Design of grid-like triple-carbon matrix confined ultrafine CoTe2 nanocrystals toward durable and fast potassium storage

Abstract

Developing sophisticated electrode materials has been considered a promising strategy for enhancing the performance of potassium storage. CoTe₂, a potential anode material, has been extensively investigated due to its high theoretical specific capacity. However, the challenge remains in constructing CoTe₂ structures with a low aggregation, adequate volume buffer space, fast reaction kinetics, and minimal dissolution for intermediate phases. In this work, we propose a porous grid-like N-doped triple-carbon confined CoTe₂ (CoTe₂@T-NC) anode material to overcome these challenges. The porous grid-like carbon matrix not only disperses CoTe₂ particles and inhibits their aggregation during cycling processes, but also mitigates volume expansion by reducing the particle size of CoTe₂. Furthermore, the highly interconnected carbon networks provide numerous channels for efficient conduction of both electrons and potassium ions, which significantly enhances reaction kinetics. Additionally, the nitrogen-rich carbon matrix effectively anchors the intermediate phases (K₂Te₃ and K₅Te₃) and prevents their dissolution into the electrolyte.

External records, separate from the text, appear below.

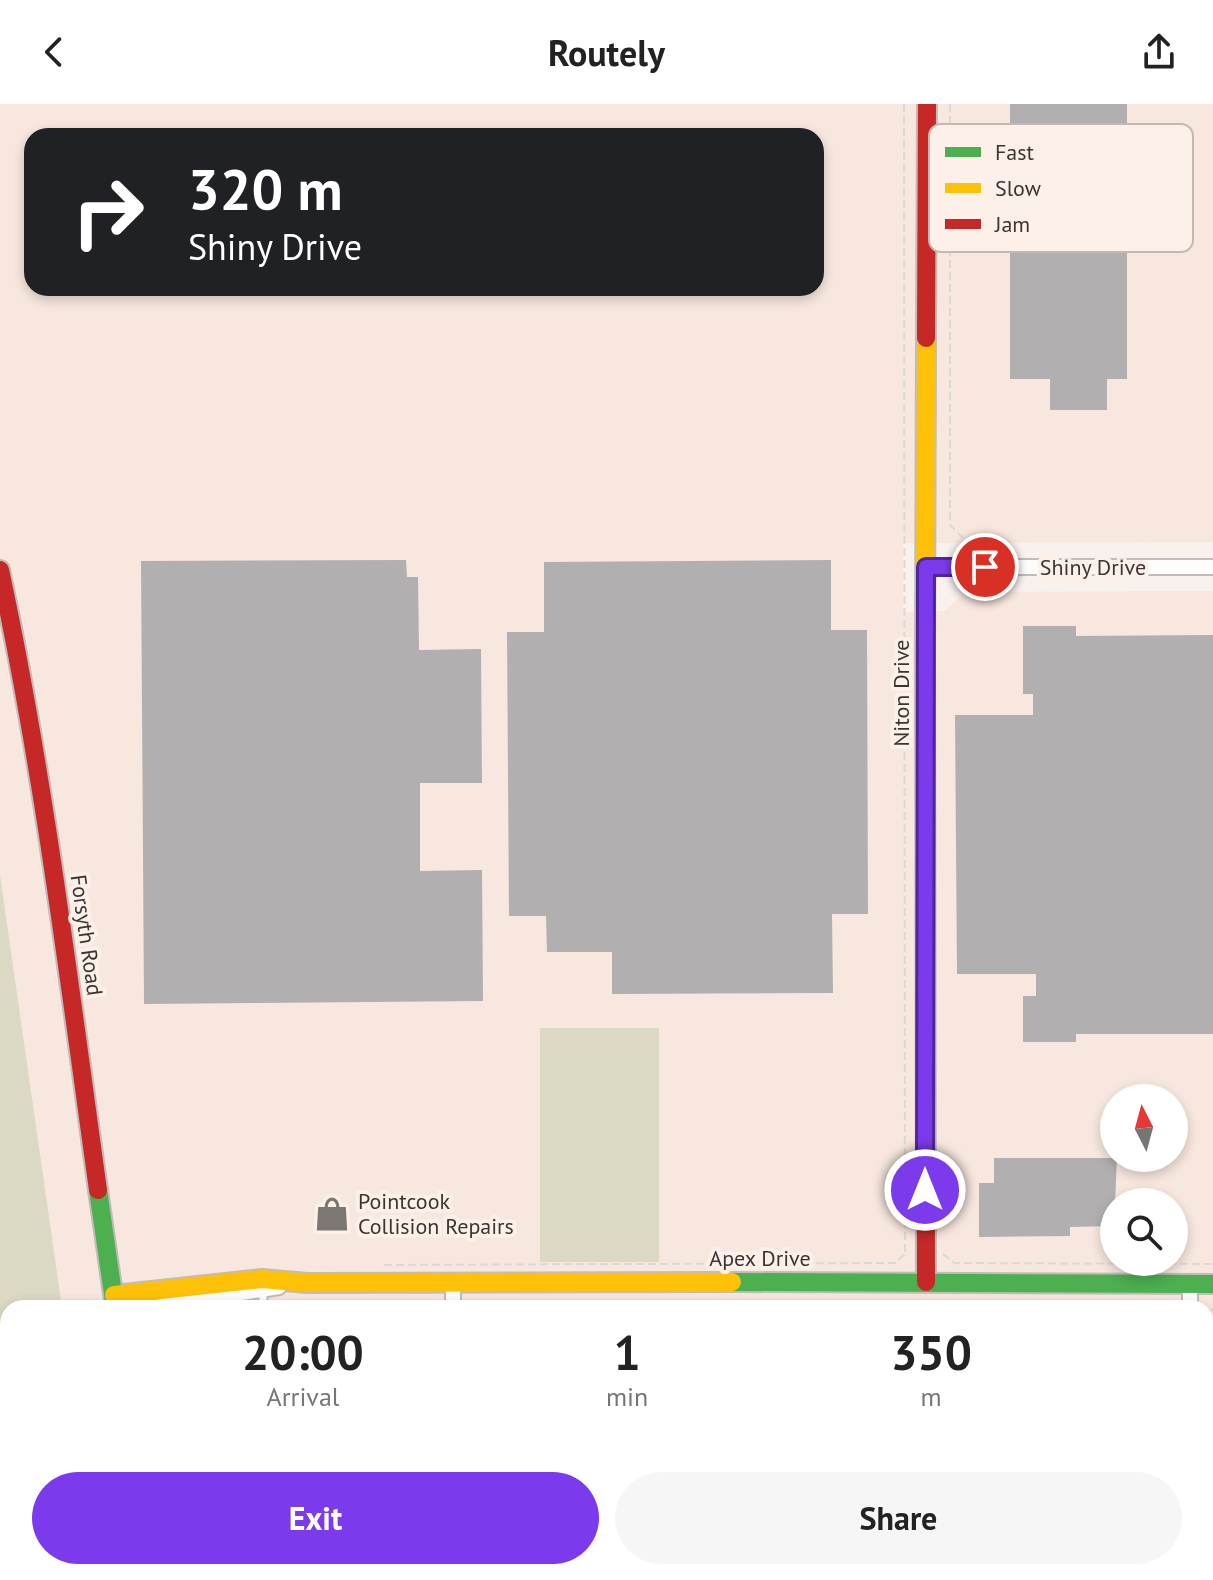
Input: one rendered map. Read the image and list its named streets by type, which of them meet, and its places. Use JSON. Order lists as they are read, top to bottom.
{
  "streets": {
    "street": [
      "Shiny Drive",
      "Niton Drive",
      "Forsyth Road",
      "Apex Drive"
    ]
  },
  "crossings": [
    ["Shiny Drive", "Niton Drive"],
    ["Niton Drive", "Apex Drive"]
  ],
  "places": {
    "shop": ["Pointcook Collision Repairs"]
  },
  "legend": ["Fast", "Slow", "Jam"],
  "north": "top",
  "page": {
    "header": "Routely",
    "turn": ["320 m", "Shiny Drive"],
    "eta": [
      "20:00",
      "Arrival",
      "1",
      "min",
      "350",
      "m"
    ],
    "buttons": ["Exit", "Share"]
  }
}
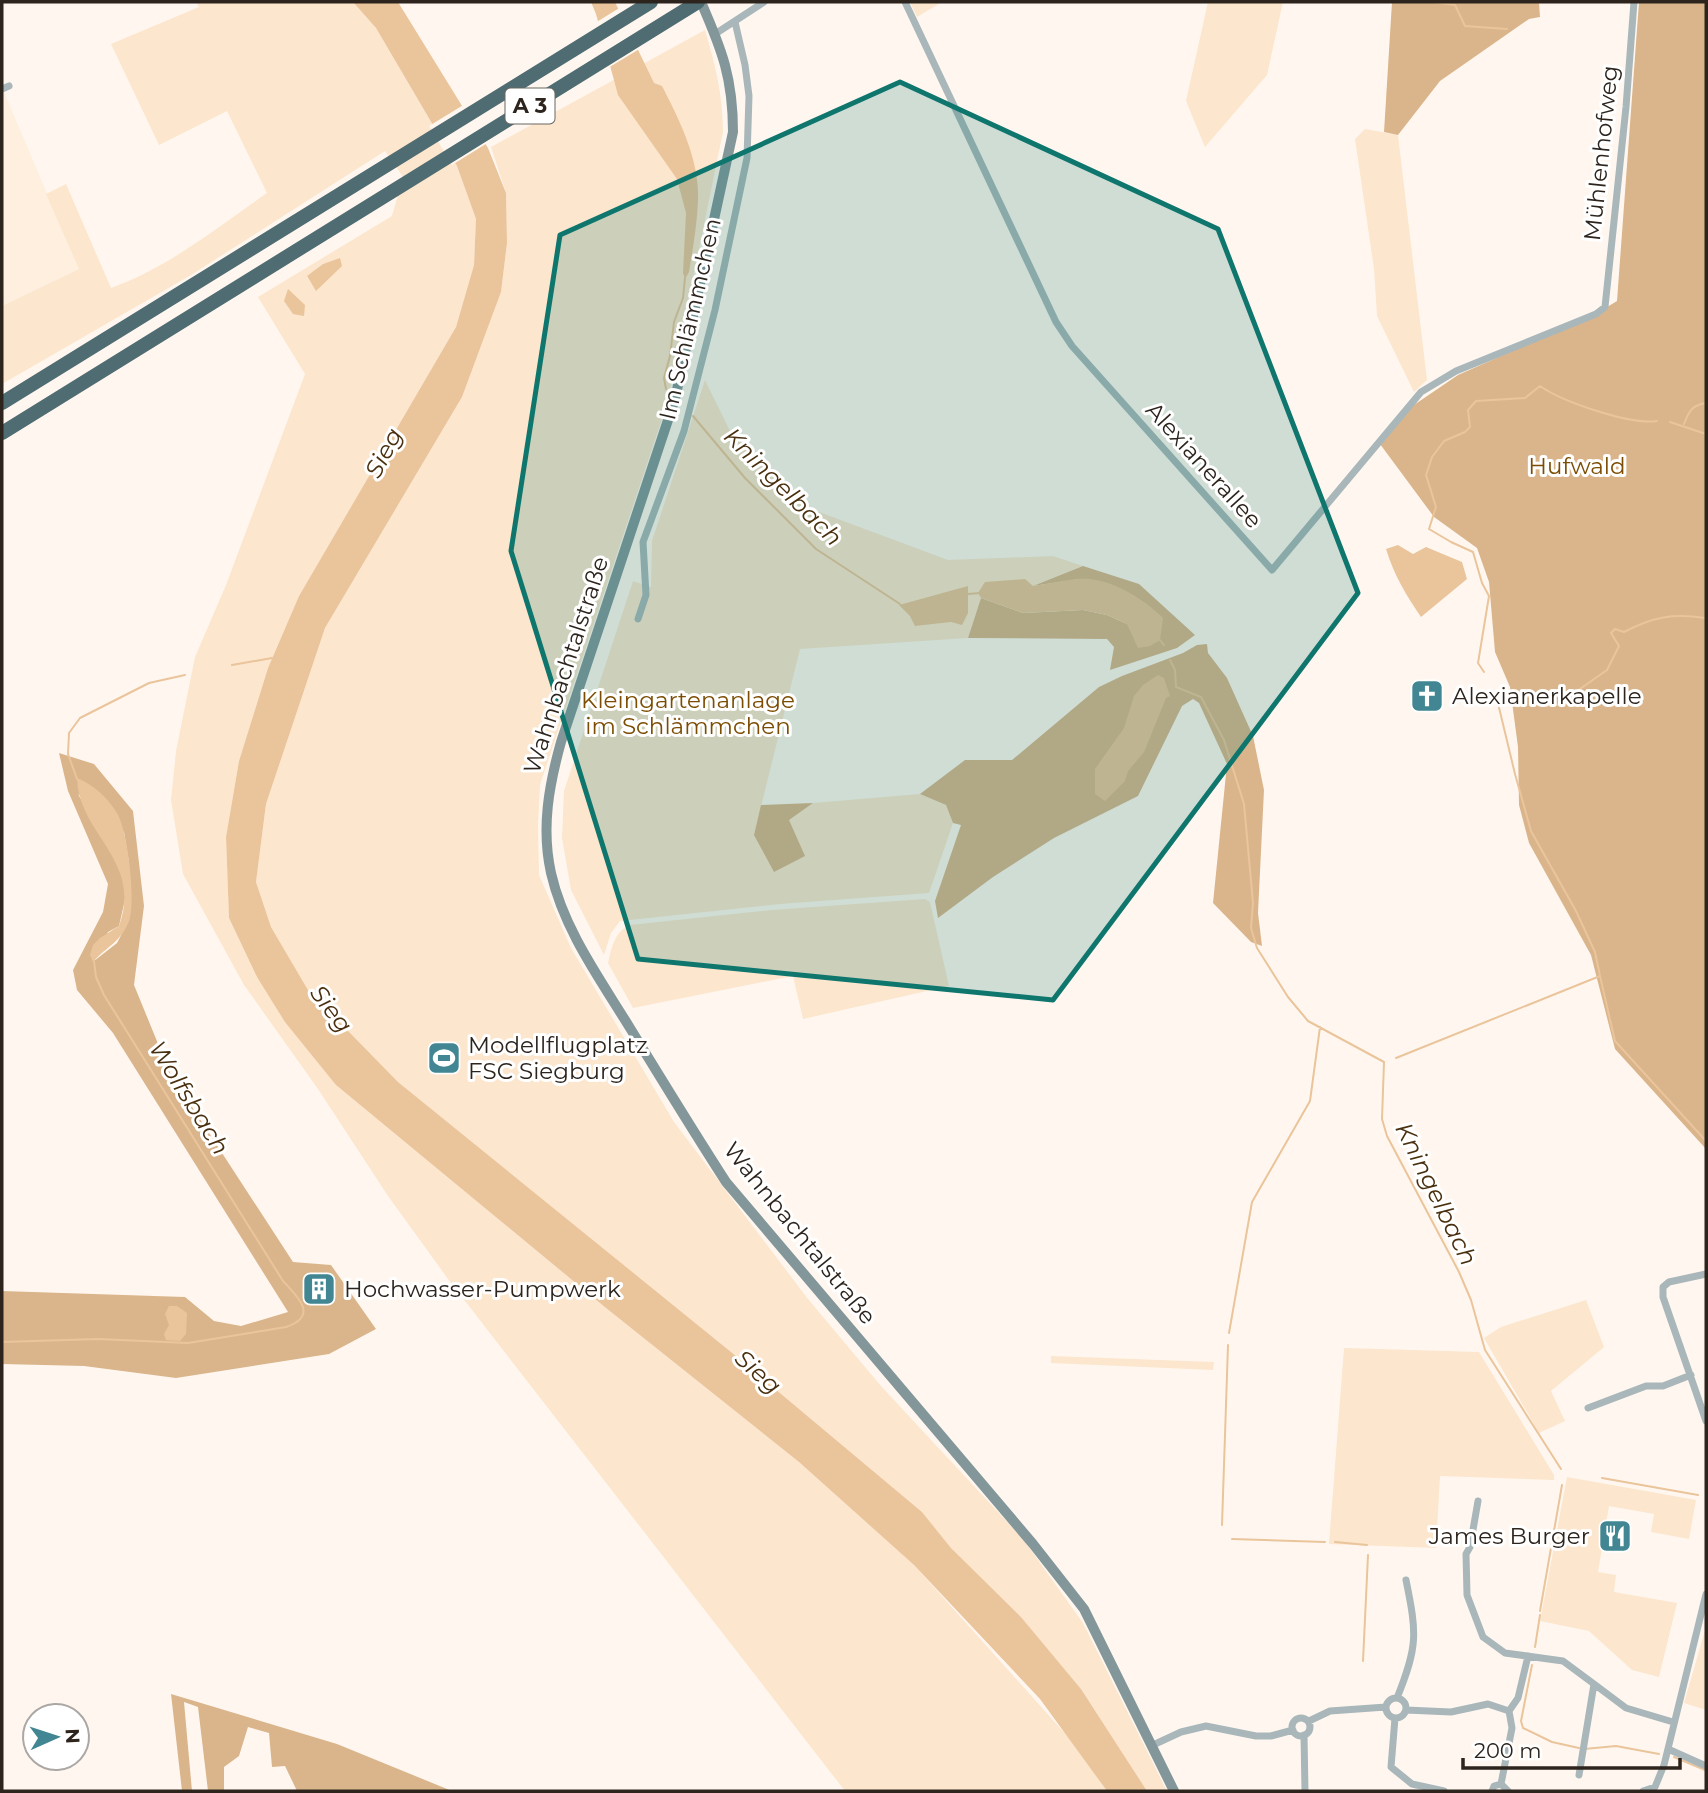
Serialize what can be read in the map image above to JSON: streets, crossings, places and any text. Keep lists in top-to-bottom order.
{
  "streets": {
    "highway": ["A 3"],
    "main road": ["Wahnbachtalstraße"],
    "street": ["Mühlenhofweg", "Im Schlämmchen", "Alexianerallee"]
  },
  "crossings": [
    ["A 3", "Wahnbachtalstraße"],
    ["Mühlenhofweg", "Alexianerallee"]
  ],
  "water": ["Sieg", "Kningelbach", "Wolfsbach"],
  "parks": ["Hufwald", "Kleingartenanlage im Schlämmchen"],
  "places": {
    "church": ["Alexianerkapelle"],
    "sports": ["Modellflugplatz FSC Siegburg"],
    "building": ["Hochwasser-Pumpwerk"],
    "restaurant": ["James Burger"]
  },
  "scale_bar": "200 m",
  "north": "right"
}
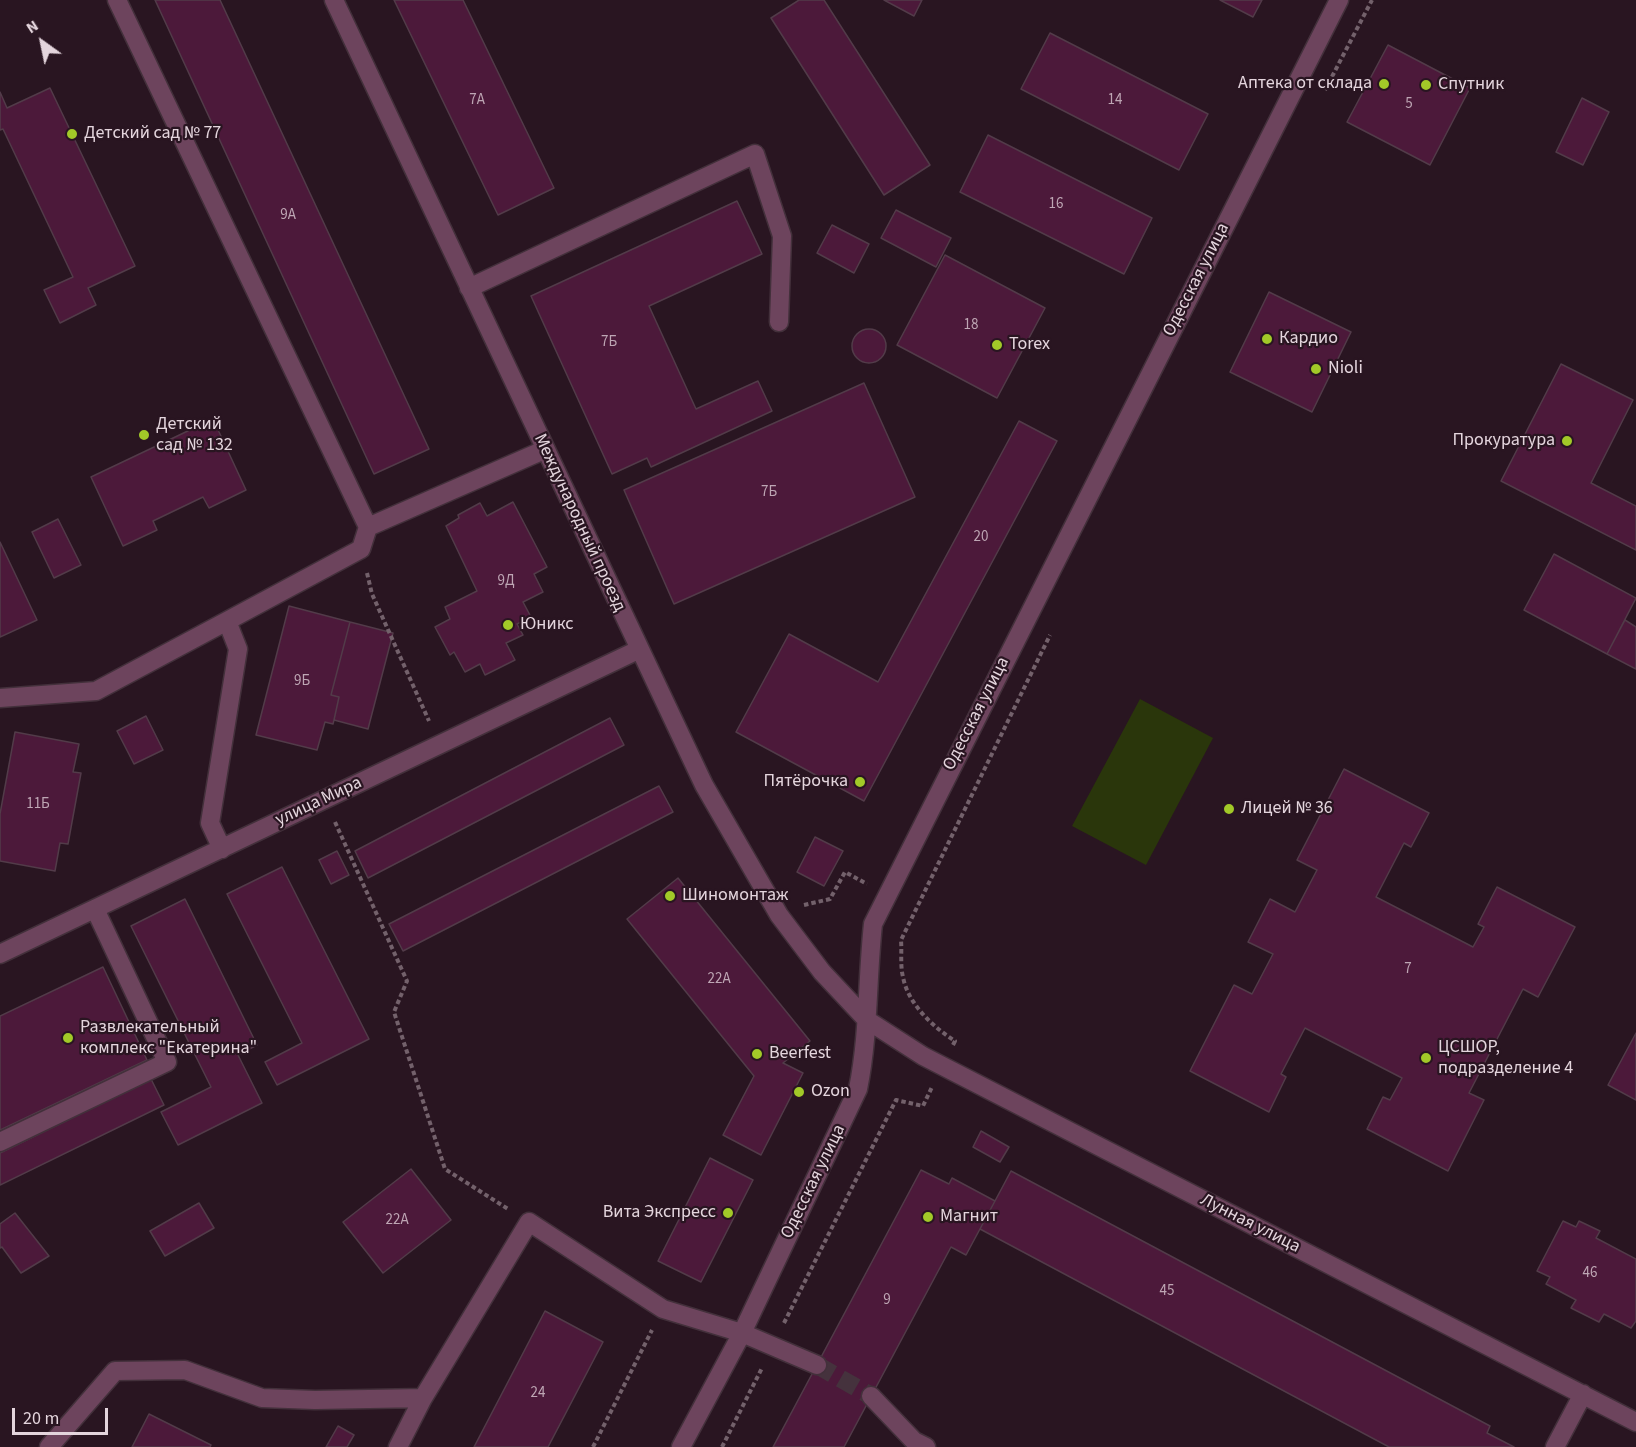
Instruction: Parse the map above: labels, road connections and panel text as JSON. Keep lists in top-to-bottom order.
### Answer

The optimized CoTe₂@T-NC electrode exhibits high specific capacity (428.8 mA h g⁻¹ at 0.05 A g⁻¹), reliable cycling stability (1500 cycles at 2.0 A g⁻¹), and excellent rate performance (215.9 mA h g⁻¹ at 3.0 A g⁻¹). Through various in situ and ex situ techniques, along with theoretical calculations, we have gained a clear understanding of the “intercalation–conversion” reaction mechanism of CoTe₂ and the strong chemical adsorption of pyrrole-N and pyridine-N sites on K₂Te₃ and K₅Te₃. This work deepens our understanding of the structure–performance relationships in the CoTe₂-based electrode, which is beneficial for the development of potassium storage electrode materials with outstanding overall performance.